Huntington poses four possible solutions. The first is a creedal community whose identity exists only in a social contract embodied in the Declaration of Independence and other founding documents. This has historically provided cohesion. The next option is a bifurcated America, one that is bilingual and bicultural like Canada or Belgium. The third option is an exclusivist or imperial notion of America. And the last alternative, the one Huntington clearly favored, is a reinvigorated core culture and religion coupled with the earlier solution of a reinvigorated creedal community.

Can a Christian worldview inform us as a we wrestle with out national identity? Any kind of racially or ethnically intolerant society would be incompatible with Christian principles.

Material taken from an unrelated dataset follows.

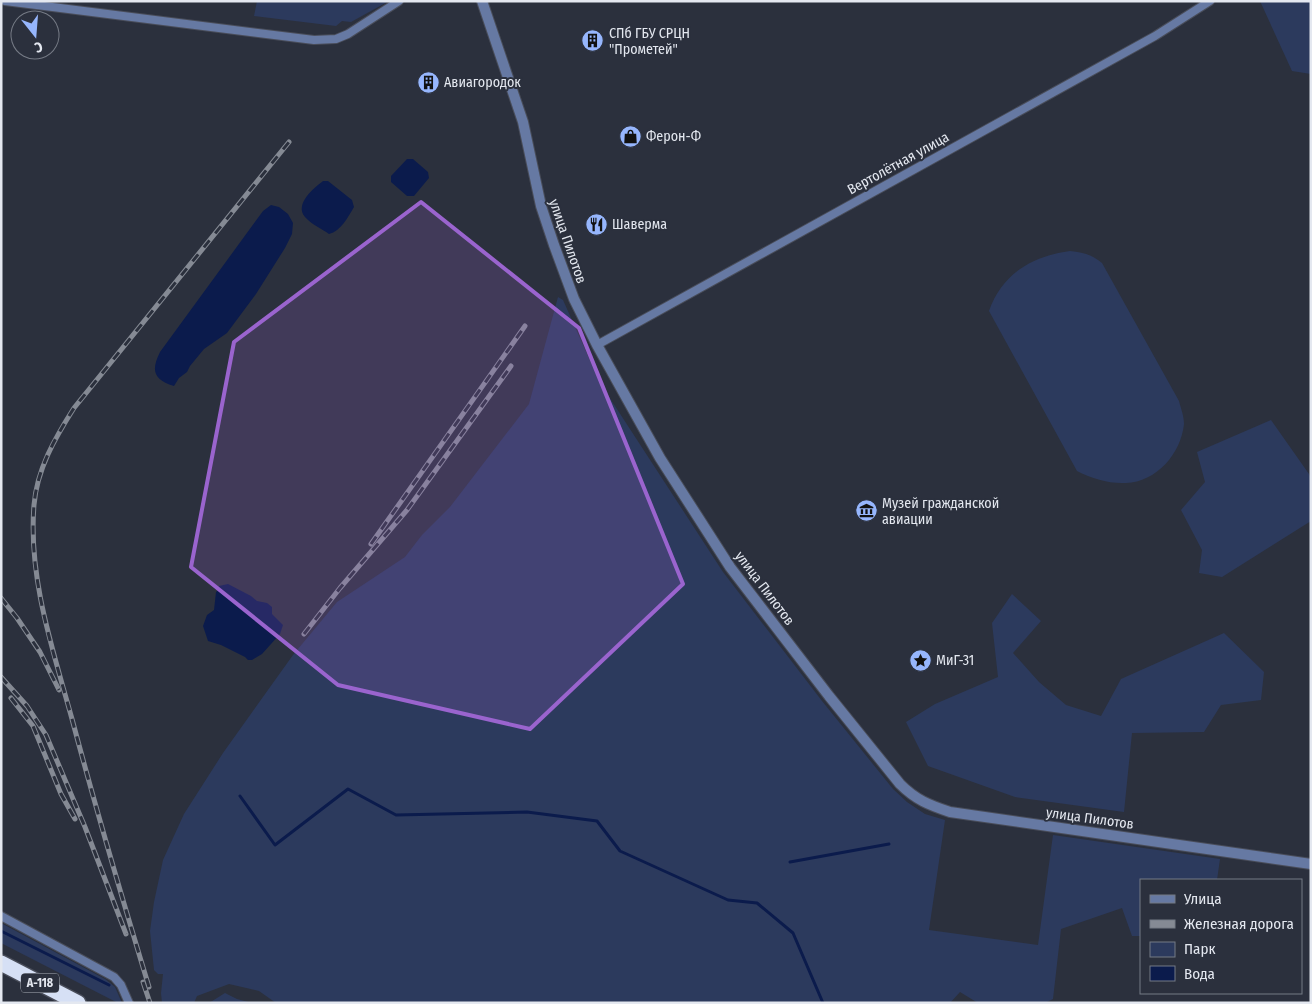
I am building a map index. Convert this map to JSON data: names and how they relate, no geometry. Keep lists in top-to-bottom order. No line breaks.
{"streets":{"highway":["А-118"],"street":["Вертолётная улица","улица Пилотов"]},"crossings":[["Вертолётная улица","улица Пилотов"]],"places":{"building":["СПб ГБУ СРЦН \"Прометей\"","Авиагородок"],"shop":["Ферон-Ф"],"restaurant":["Шаверма"],"museum":["Музей гражданской авиации"],"place":["МиГ-31"]},"legend":["Улица","Железная дорога","Парк","Вода"],"north":"bottom"}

Further, we know that the core values of our creeds, which in particular promote the dignity of all people, resonate with Scripture and are worth preserving. American patriotism does not rest on jingoistic nationalism but on a universal creed that says, “All men are...endowed by their Creator with certain unalienable rights.”

Liberty is one of those unalienable rights. And this core value, also emphasized in Scripture, teaches us that we cannot force beliefs on others. Our founders understood, however, that freedom of religion is not synonymous with expunging religion from public life, a problem that I and others addressed last fall in the Manhattan Declaration. So if Huntington is in fact right that the U.S. needs a reinvigorated religious commitment, it won’t come from a nation-mandated religion but rather from a reinvigorated populace.

I believe, then, that for national identity to be salient in the midst of our changing society, we need a recommitment to our creeds, a respect for American history, and a proper role of patriotism, rooted in love of neighbor. Our founders’ Judeo-Christian heritage helped produce a culture in which moral responsibility, transcendent ethical principles, and the dignity of all people could flourish--a culture in which our creedal values made sense. This is why our role as leaven within society is so important, and why we must continue to bring biblical influence to the public square, reinvigorating society.

As we do so, we must guard against the easy tendency to embrace xenophobic notions or fall into equally perilous trap of promoting subcultural identities over national identity. People will not live with, let alone die for, a nation that has abandoned its religious moorings and adopted a creed that suggests we simply live together in cosmopolitan bliss. Millions of us, however, have been willing to live and die for beliefs rooted in our deepest convictions about God and man--convictions that were expressed so well in the stirring words of our national creed, the Declaration of Independence.